** Records for this task follows **
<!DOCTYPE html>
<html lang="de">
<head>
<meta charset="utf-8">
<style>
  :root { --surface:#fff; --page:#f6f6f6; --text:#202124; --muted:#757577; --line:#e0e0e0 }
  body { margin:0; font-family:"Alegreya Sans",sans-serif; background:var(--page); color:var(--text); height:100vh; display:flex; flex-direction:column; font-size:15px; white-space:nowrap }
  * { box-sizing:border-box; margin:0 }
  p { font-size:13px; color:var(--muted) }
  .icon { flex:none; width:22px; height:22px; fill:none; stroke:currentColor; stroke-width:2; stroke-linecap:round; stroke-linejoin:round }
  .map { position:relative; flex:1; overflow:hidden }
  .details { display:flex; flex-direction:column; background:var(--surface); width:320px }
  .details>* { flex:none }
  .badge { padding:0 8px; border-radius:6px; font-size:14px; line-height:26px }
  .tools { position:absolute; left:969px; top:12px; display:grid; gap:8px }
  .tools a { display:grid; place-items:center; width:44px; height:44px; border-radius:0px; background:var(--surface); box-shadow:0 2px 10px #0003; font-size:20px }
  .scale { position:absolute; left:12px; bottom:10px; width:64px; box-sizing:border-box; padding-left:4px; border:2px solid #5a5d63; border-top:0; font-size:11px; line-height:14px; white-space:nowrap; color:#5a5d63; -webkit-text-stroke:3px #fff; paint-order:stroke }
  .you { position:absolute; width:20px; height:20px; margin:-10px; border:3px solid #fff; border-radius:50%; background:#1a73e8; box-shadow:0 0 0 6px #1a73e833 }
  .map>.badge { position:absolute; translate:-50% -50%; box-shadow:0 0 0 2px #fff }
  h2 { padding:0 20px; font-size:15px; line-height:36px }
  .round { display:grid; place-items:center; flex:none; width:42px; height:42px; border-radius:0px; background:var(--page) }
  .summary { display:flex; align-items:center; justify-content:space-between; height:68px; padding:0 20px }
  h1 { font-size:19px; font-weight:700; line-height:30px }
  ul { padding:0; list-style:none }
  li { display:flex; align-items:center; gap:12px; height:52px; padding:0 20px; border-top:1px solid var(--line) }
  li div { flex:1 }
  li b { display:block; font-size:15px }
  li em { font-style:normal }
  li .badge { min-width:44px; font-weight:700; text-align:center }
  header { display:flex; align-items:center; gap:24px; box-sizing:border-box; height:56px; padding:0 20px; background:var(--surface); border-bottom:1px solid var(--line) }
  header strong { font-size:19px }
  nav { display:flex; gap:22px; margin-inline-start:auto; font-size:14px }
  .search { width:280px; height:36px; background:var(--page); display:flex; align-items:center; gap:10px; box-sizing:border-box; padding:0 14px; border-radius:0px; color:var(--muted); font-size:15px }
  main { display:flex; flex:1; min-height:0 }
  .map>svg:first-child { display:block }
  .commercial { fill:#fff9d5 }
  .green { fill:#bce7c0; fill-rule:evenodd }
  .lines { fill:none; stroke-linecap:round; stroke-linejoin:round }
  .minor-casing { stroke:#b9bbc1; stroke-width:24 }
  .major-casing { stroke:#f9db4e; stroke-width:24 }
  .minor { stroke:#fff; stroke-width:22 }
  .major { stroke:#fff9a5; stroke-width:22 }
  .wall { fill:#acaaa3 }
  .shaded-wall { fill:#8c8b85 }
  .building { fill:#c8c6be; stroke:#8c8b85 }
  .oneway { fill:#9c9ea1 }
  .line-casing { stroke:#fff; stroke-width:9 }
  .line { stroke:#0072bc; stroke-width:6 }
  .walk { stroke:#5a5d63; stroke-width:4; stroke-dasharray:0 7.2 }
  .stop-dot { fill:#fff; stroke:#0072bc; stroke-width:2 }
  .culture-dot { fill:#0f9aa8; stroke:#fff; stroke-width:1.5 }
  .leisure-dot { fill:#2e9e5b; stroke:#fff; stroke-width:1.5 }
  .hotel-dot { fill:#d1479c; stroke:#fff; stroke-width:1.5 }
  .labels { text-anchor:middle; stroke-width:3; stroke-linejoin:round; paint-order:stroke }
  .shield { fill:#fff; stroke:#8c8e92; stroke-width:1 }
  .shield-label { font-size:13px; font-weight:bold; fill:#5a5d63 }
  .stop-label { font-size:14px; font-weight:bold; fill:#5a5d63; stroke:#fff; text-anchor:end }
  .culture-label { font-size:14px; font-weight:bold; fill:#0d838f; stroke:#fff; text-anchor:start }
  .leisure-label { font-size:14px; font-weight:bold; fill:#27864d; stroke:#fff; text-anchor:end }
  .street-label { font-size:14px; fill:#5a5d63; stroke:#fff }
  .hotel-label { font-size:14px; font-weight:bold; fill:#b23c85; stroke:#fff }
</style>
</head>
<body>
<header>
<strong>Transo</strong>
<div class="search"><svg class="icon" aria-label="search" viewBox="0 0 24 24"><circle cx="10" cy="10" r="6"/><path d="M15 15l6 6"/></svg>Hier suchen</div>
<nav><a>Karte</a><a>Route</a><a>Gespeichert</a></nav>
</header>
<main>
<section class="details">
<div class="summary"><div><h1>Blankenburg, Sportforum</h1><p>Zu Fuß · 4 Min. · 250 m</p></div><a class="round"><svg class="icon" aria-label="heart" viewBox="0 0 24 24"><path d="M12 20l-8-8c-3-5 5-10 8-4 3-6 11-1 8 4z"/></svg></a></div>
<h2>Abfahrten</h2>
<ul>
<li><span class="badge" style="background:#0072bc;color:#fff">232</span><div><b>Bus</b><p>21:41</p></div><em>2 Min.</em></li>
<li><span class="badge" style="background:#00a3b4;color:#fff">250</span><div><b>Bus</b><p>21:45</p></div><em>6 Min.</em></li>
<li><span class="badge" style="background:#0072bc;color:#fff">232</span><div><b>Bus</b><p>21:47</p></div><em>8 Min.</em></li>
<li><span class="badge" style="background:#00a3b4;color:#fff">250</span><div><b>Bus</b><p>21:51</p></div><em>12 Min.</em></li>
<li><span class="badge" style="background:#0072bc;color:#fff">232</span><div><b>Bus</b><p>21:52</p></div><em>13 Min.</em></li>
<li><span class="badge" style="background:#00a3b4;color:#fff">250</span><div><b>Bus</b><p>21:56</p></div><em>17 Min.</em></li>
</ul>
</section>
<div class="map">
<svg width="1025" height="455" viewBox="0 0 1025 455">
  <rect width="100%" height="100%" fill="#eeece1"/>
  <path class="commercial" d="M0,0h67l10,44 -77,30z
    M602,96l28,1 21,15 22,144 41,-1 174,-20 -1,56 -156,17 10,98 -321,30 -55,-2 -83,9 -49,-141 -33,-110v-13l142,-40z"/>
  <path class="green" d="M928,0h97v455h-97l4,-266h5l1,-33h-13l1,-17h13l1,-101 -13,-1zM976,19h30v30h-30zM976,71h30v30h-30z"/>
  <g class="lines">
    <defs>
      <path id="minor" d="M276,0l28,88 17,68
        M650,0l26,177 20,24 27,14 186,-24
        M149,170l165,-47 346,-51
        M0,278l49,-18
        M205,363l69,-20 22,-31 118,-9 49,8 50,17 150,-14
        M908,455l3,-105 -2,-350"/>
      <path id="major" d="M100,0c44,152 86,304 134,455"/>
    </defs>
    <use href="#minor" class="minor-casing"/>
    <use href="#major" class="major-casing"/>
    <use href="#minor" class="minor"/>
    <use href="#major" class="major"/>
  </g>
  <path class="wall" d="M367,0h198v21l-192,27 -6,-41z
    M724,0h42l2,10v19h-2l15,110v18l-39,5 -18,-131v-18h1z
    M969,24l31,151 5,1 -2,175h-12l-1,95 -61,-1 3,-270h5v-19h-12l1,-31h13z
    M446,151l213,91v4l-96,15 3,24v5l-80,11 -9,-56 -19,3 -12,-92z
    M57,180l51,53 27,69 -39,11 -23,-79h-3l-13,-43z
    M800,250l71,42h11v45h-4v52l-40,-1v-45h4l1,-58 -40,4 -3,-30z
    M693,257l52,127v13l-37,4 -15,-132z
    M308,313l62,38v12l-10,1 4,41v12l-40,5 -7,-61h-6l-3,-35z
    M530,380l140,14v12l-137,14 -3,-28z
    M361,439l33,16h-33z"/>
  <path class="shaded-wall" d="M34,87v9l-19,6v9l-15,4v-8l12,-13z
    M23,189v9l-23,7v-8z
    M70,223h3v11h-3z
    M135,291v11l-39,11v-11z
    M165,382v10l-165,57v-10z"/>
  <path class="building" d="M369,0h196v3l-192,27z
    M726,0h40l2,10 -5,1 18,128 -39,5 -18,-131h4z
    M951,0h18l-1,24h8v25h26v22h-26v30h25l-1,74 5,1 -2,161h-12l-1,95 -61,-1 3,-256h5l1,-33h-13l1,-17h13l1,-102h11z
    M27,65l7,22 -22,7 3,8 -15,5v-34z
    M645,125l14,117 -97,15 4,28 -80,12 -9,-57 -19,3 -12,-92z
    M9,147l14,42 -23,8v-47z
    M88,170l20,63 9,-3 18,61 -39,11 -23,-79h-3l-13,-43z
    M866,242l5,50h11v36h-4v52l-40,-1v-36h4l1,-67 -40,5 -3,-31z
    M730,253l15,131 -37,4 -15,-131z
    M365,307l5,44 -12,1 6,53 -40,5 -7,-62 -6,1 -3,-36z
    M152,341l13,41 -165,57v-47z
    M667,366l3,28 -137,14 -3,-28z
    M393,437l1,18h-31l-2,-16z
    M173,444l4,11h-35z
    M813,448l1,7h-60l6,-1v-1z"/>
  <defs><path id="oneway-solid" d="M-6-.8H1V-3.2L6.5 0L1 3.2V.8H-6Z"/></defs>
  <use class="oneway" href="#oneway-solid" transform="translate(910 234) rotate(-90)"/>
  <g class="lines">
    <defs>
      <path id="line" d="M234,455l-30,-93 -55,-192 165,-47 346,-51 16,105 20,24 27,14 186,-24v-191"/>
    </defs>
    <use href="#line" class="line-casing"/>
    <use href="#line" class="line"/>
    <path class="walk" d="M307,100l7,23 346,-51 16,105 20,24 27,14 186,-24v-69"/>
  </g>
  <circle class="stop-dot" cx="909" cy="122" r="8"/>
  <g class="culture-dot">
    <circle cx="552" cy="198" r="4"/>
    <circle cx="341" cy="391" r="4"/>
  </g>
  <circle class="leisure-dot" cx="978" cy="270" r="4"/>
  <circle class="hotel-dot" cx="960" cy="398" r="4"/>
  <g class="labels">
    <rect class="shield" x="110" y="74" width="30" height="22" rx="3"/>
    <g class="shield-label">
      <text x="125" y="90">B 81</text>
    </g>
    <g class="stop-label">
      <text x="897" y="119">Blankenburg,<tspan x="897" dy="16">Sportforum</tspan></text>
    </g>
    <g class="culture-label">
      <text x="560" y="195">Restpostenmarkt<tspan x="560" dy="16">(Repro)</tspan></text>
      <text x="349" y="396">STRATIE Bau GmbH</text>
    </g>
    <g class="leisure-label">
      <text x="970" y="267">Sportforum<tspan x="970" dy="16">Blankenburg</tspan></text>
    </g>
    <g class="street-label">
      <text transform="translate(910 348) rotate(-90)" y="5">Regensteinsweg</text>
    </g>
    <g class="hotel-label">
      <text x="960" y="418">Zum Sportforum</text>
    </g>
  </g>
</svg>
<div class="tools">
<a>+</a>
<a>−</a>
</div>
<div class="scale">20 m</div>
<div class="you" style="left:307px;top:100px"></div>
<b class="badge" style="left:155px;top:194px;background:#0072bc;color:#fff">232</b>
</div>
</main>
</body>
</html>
** End of Records for this task **
### Aim of the exercise
Start at the first line of the data above. Stop after the line containing "position:absolute; left:12px; bottom:10px;", reproducing each line exactly and adding nothing.

### Reply
<!DOCTYPE html>
<html lang="de">
<head>
<meta charset="utf-8">
<style>
  :root { --surface:#fff; --page:#f6f6f6; --text:#202124; --muted:#757577; --line:#e0e0e0 }
  body { margin:0; font-family:"Alegreya Sans",sans-serif; background:var(--page); color:var(--text); height:100vh; display:flex; flex-direction:column; font-size:15px; white-space:nowrap }
  * { box-sizing:border-box; margin:0 }
  p { font-size:13px; color:var(--muted) }
  .icon { flex:none; width:22px; height:22px; fill:none; stroke:currentColor; stroke-width:2; stroke-linecap:round; stroke-linejoin:round }
  .map { position:relative; flex:1; overflow:hidden }
  .details { display:flex; flex-direction:column; background:var(--surface); width:320px }
  .details>* { flex:none }
  .badge { padding:0 8px; border-radius:6px; font-size:14px; line-height:26px }
  .tools { position:absolute; left:969px; top:12px; display:grid; gap:8px }
  .tools a { display:grid; place-items:center; width:44px; height:44px; border-radius:0px; background:var(--surface); box-shadow:0 2px 10px #0003; font-size:20px }
  .scale { position:absolute; left:12px; bottom:10px; width:64px; box-sizing:border-box; padding-left:4px; border:2px solid #5a5d63; border-top:0; font-size:11px; line-height:14px; white-space:nowrap; color:#5a5d63; -webkit-text-stroke:3px #fff; paint-order:stroke }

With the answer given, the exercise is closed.